Required action. Whenever the word "which" turns up in a line of the data below, copy that line.

+++ Working data

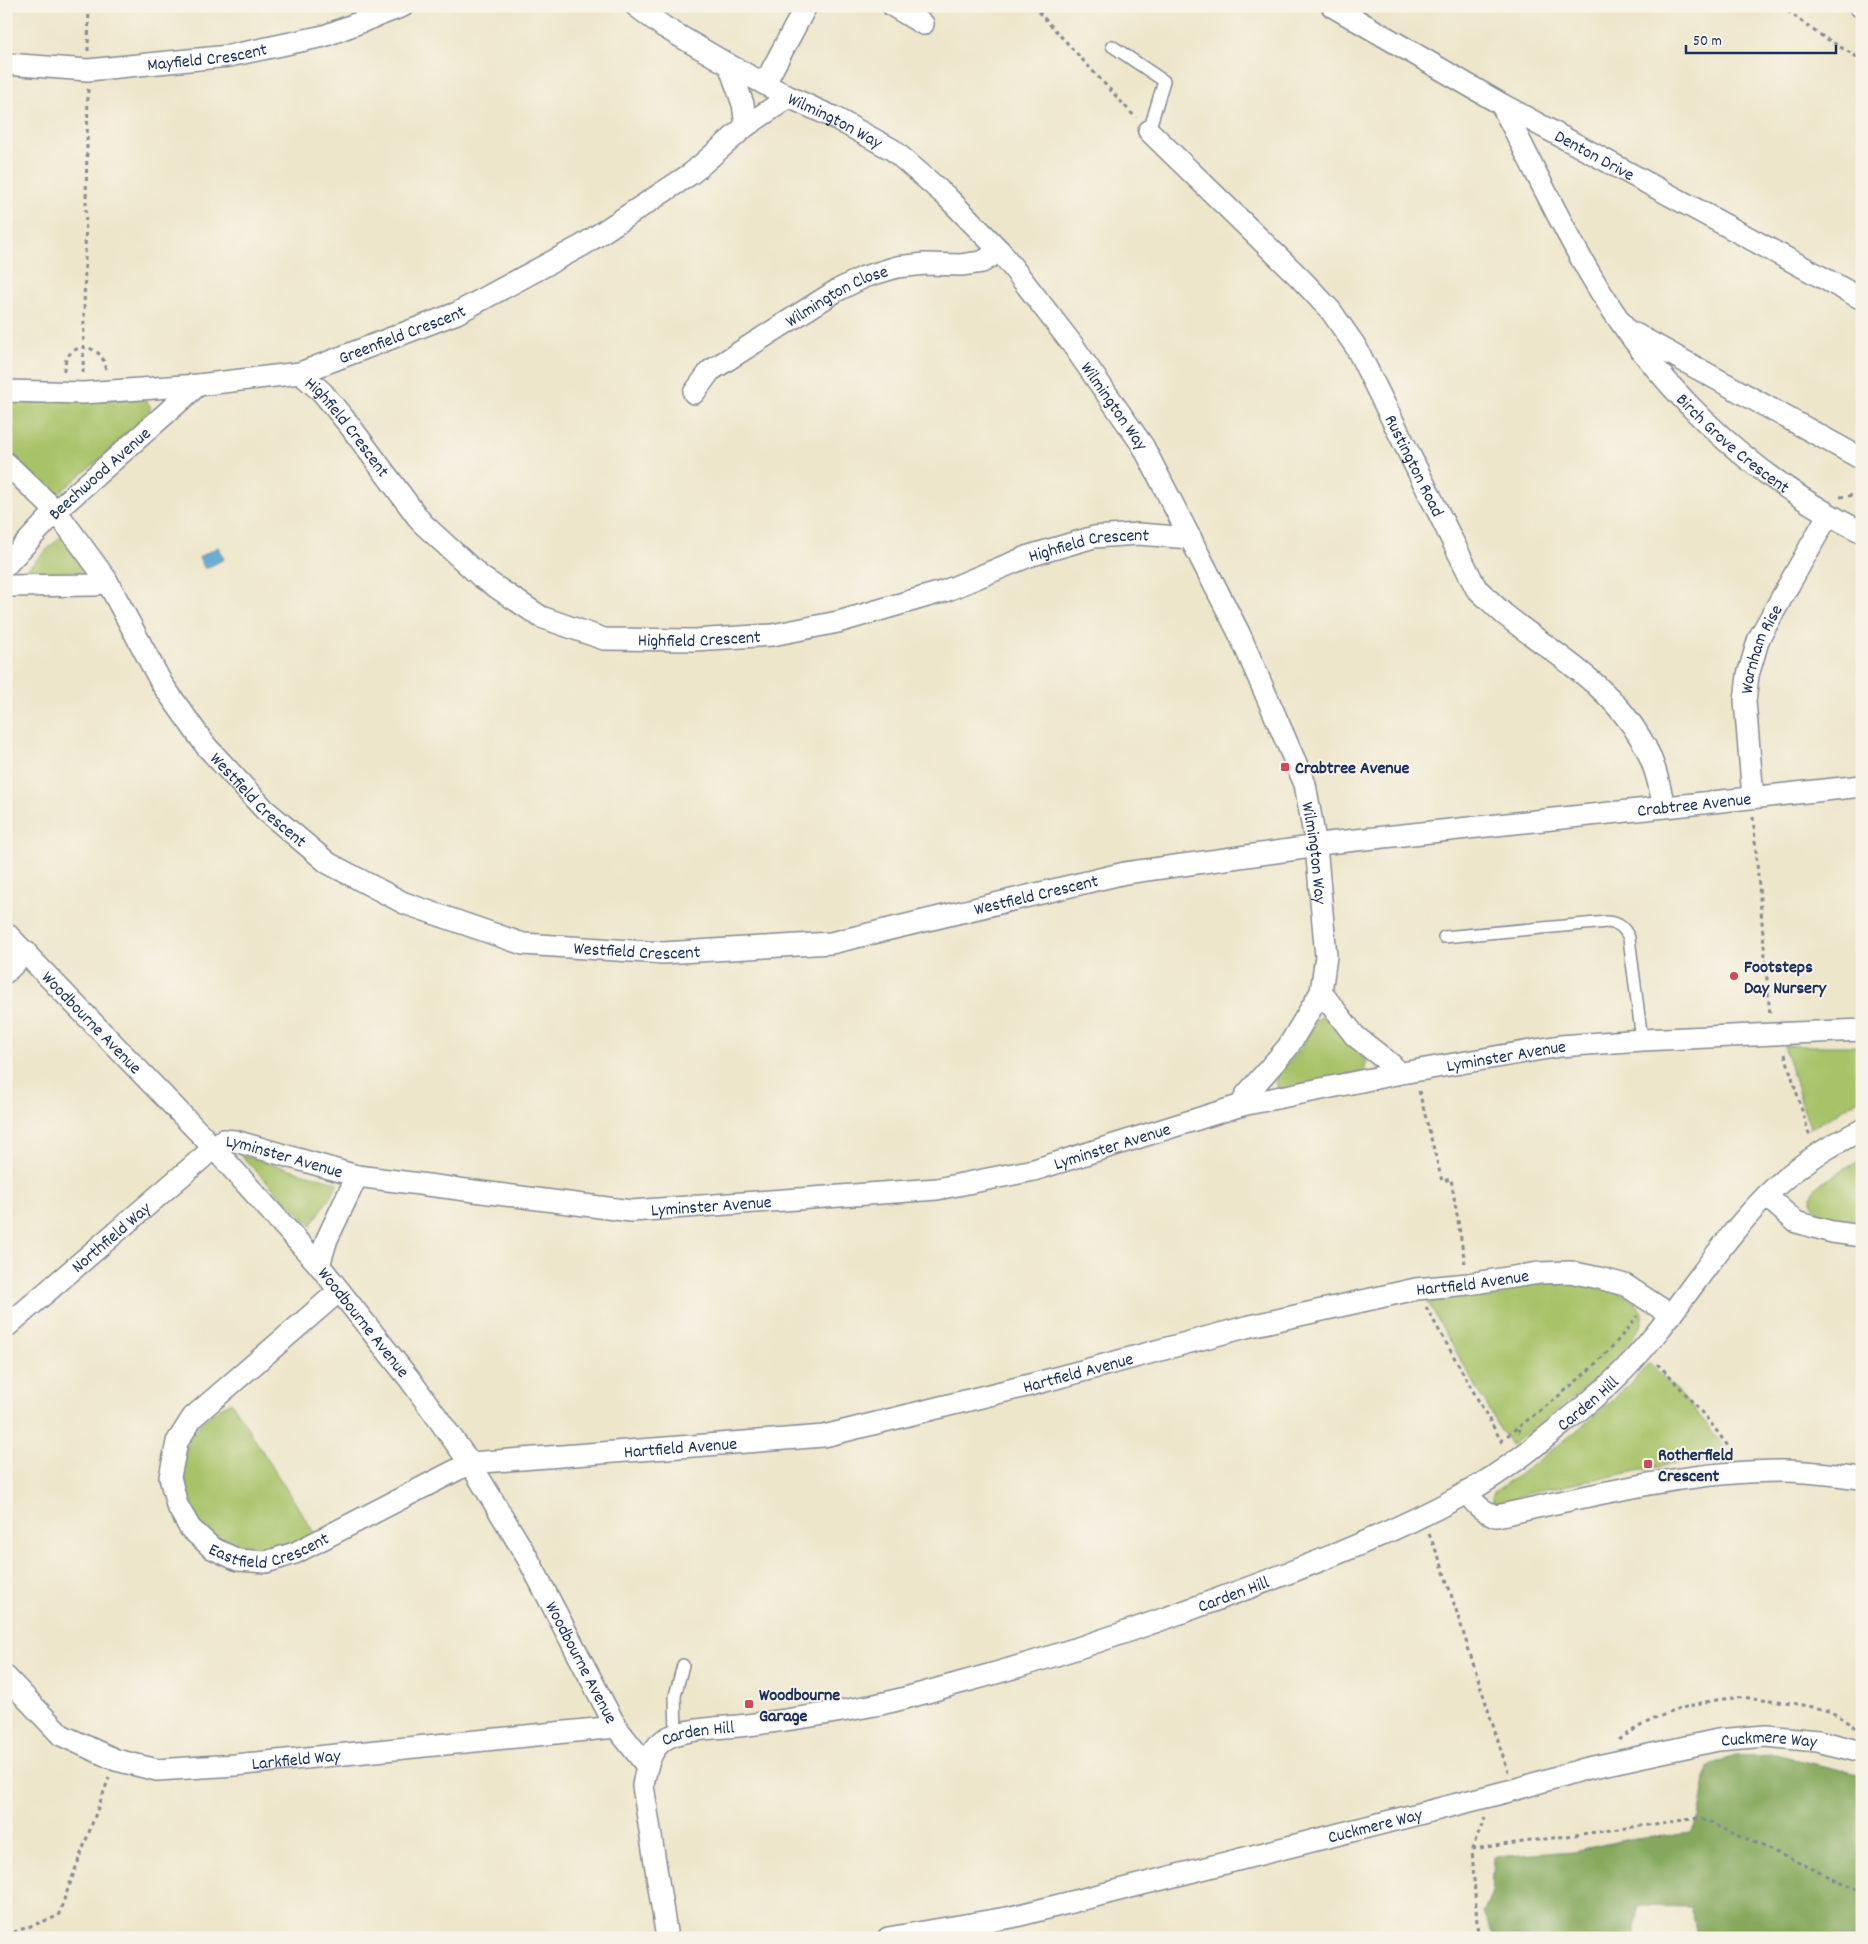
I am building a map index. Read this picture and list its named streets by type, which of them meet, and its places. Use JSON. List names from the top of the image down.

++++++
+++ Working data

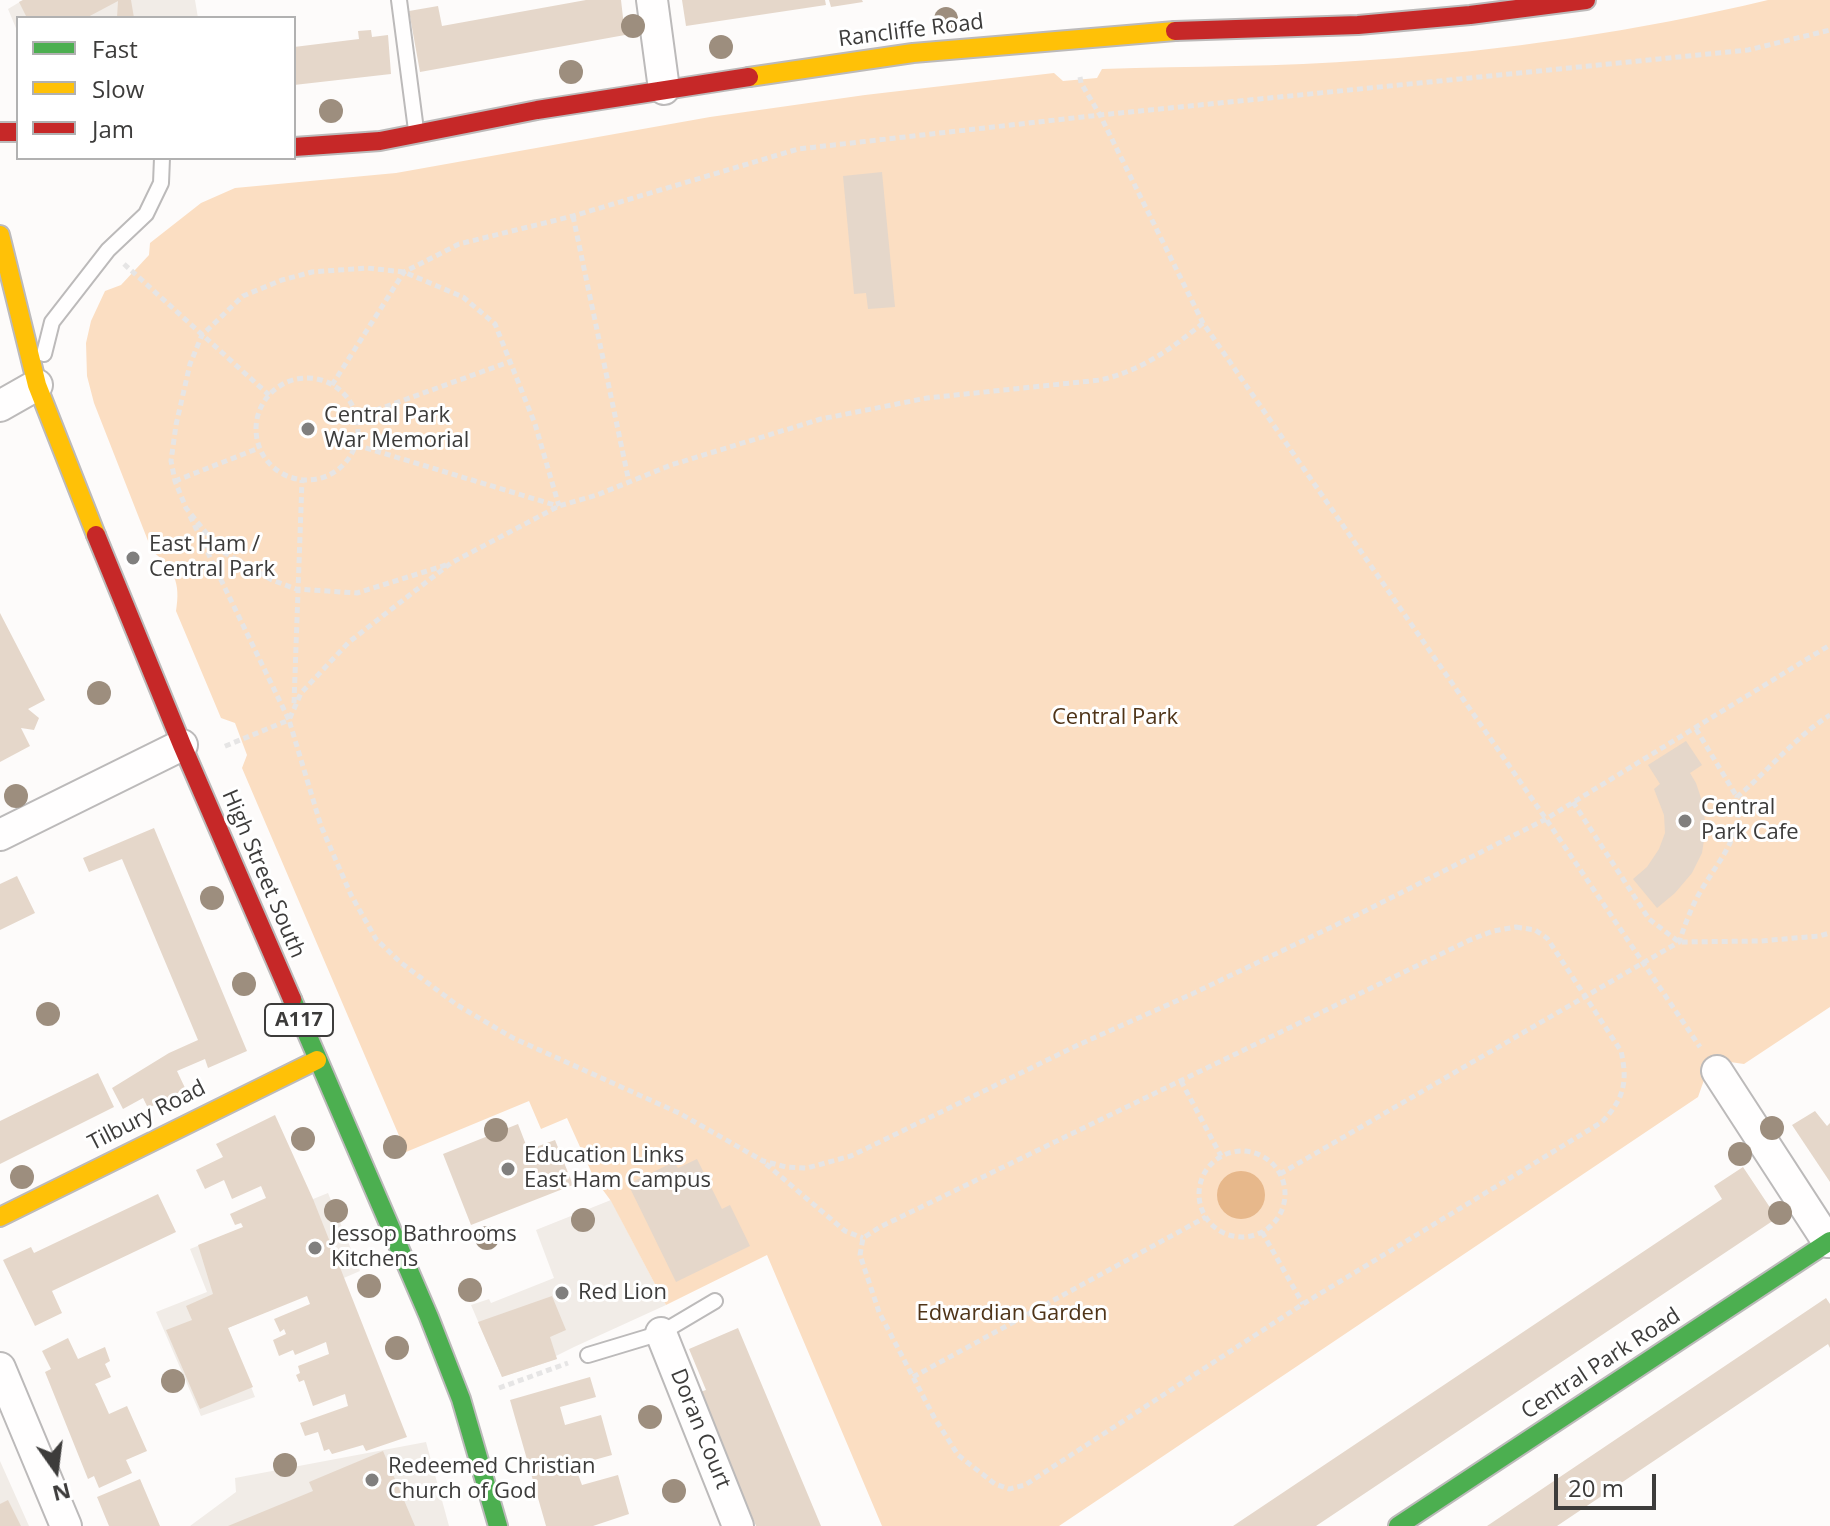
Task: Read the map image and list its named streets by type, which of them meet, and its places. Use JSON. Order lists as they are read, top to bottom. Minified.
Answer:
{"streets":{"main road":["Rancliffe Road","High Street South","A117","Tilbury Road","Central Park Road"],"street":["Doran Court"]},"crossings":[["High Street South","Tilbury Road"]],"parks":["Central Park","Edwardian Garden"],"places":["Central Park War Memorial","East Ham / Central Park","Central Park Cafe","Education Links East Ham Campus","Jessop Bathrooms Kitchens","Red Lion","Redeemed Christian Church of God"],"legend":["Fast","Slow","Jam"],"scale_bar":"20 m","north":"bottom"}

++++++

Response to this task.
I am building a map index. Read this picture and list its named streets by type, which of them meet, and its places. Use JSON. List names from the top of the image down.
Task: Read the map image and list its named streets by type, which of them meet, and its places. Use JSON. Order lists as they are read, top to bottom. Minified.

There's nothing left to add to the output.